Task inputs Block Start

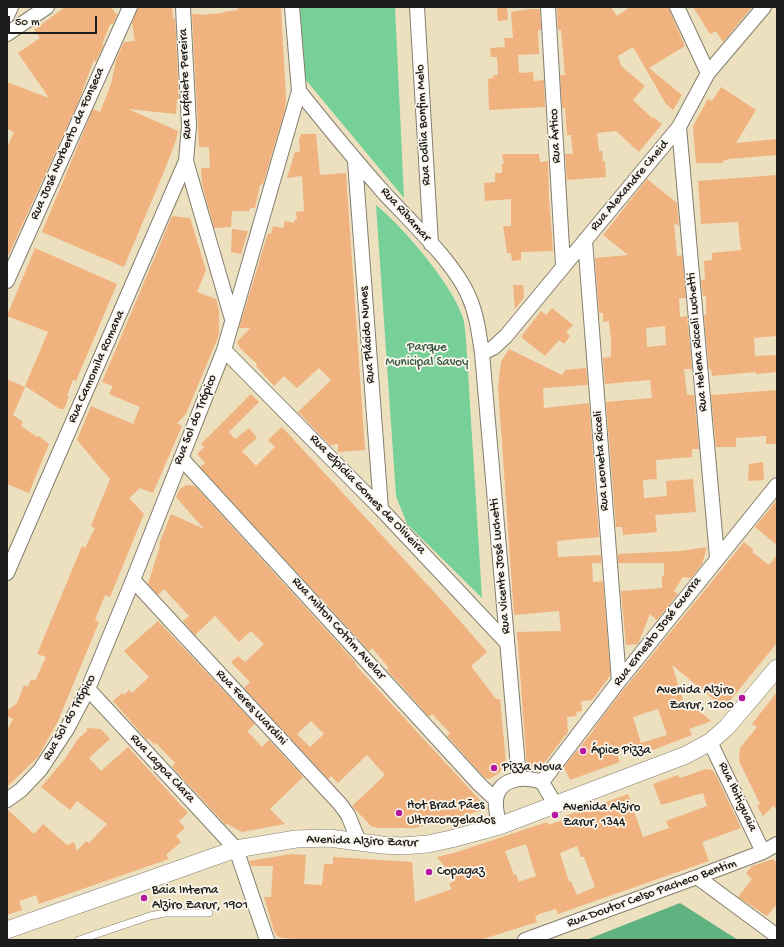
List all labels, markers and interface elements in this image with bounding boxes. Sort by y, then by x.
scale bar [10,8,99,34]
text: 50 m [15,16,40,30]
street label: Rua Lafaiete Pereira [176,28,196,140]
street label: Rua Odília Bonfim Melo [413,64,435,186]
street label: Rua José Norberto da Fonseca [27,65,109,223]
street label: Rua Ártico [547,108,565,164]
street label: Rua Alexandre Cheid [587,137,673,235]
street label: Rua Ribamar [376,185,434,245]
street label: Rua Helena Ricceli Luchetti [684,272,712,412]
street label: Rua Plácido Nunes [357,286,379,384]
street label: Rua Camomila Romana [65,308,129,426]
park label: Parque Municipal Savoy [385,340,469,371]
street label: Rua Sol do Trópico [171,373,221,467]
street label: Rua Leoneta Ricceli [591,410,613,512]
street label: Rua Elpídia Gomes de Oliveira [306,432,428,558]
street label: Rua Vicente José Luchetti [487,497,515,635]
street label: Rua Milton Cotrim Avelar [288,574,388,684]
street label: Rua Ernesto José Guerra [610,574,706,690]
street label: Rua Feres Wardini [212,667,290,749]
street label: Rua Sol do Trópico [40,672,100,764]
place label: Avenida Alziro Zarur, 1200 [657,683,734,714]
marker: Avenida Alziro Zarur, 1200 [737,693,747,703]
street label: Rua Lagoa Clara [126,731,198,807]
place label: Ápice Pizza [591,743,651,759]
marker: Ápice Pizza [578,746,588,756]
place label: Pizza Nova [502,760,562,776]
street label: Rua Ibitiguaia [714,760,760,834]
marker: Pizza Nova [489,763,499,773]
place label: Hot Brad Pães Ultracongelados [407,798,495,829]
place label: Avenida Alziro Zarur, 1344 [563,800,640,831]
marker: Hot Brad Pães Ultracongelados [394,808,404,818]
marker: Avenida Alziro Zarur, 1344 [550,810,560,820]
street label: Avenida Alziro Zarur [306,832,418,852]
street label: Rua Doutor Celso Pacheco Bentim [565,856,739,932]
place label: Copagaz [437,864,485,880]
marker: Copagaz [424,867,434,877]
place label: Baia Interna Alziro Zarur, 1901 [152,883,248,914]
marker: Baia Interna Alziro Zarur, 1901 [139,893,149,903]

Task inputs Block End

## Activity
Scan the entries above for the string "Zarur", and copy every line where it turns up.

## Answer to the problem
place label: Avenida Alziro Zarur, 1200 [657,683,734,714]
marker: Avenida Alziro Zarur, 1200 [737,693,747,703]
place label: Avenida Alziro Zarur, 1344 [563,800,640,831]
marker: Avenida Alziro Zarur, 1344 [550,810,560,820]
street label: Avenida Alziro Zarur [306,832,418,852]
place label: Baia Interna Alziro Zarur, 1901 [152,883,248,914]
marker: Baia Interna Alziro Zarur, 1901 [139,893,149,903]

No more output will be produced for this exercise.